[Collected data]
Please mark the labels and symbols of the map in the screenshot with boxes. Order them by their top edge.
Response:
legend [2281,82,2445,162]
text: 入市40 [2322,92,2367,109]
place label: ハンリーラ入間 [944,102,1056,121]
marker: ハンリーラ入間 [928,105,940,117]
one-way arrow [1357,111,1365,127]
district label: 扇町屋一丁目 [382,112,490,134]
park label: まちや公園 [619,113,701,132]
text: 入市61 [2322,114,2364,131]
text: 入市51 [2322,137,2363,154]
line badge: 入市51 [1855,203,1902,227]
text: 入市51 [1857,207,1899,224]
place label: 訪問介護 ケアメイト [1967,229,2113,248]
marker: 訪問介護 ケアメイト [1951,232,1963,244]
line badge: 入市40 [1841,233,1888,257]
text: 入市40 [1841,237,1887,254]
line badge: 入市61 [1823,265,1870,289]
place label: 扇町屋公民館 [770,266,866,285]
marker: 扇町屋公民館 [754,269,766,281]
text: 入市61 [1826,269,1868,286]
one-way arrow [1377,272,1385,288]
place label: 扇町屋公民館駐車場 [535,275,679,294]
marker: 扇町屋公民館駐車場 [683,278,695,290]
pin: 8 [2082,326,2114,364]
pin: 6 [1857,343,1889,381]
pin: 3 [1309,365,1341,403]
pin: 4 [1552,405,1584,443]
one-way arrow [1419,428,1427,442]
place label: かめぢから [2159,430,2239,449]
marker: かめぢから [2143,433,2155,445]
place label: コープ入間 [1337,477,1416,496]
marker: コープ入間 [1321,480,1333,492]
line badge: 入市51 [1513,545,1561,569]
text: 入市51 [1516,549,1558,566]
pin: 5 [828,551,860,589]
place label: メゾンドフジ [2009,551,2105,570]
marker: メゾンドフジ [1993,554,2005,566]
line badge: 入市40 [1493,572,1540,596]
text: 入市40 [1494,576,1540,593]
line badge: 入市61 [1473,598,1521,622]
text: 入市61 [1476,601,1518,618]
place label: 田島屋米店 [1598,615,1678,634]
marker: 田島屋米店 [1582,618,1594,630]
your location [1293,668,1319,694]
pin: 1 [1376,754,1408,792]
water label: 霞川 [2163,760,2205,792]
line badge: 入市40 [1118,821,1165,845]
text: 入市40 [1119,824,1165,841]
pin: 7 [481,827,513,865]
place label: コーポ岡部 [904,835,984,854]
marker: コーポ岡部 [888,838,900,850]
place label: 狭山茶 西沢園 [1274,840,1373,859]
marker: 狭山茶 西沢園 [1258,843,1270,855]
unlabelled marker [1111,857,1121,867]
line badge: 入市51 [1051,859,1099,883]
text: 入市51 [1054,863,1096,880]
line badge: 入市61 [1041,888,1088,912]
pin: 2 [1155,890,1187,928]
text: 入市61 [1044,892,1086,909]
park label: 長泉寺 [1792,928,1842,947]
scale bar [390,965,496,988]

### Exercise instructions
Count every line of the data above where "コープ入間" appears, and give the total only.

### Answer for the task
2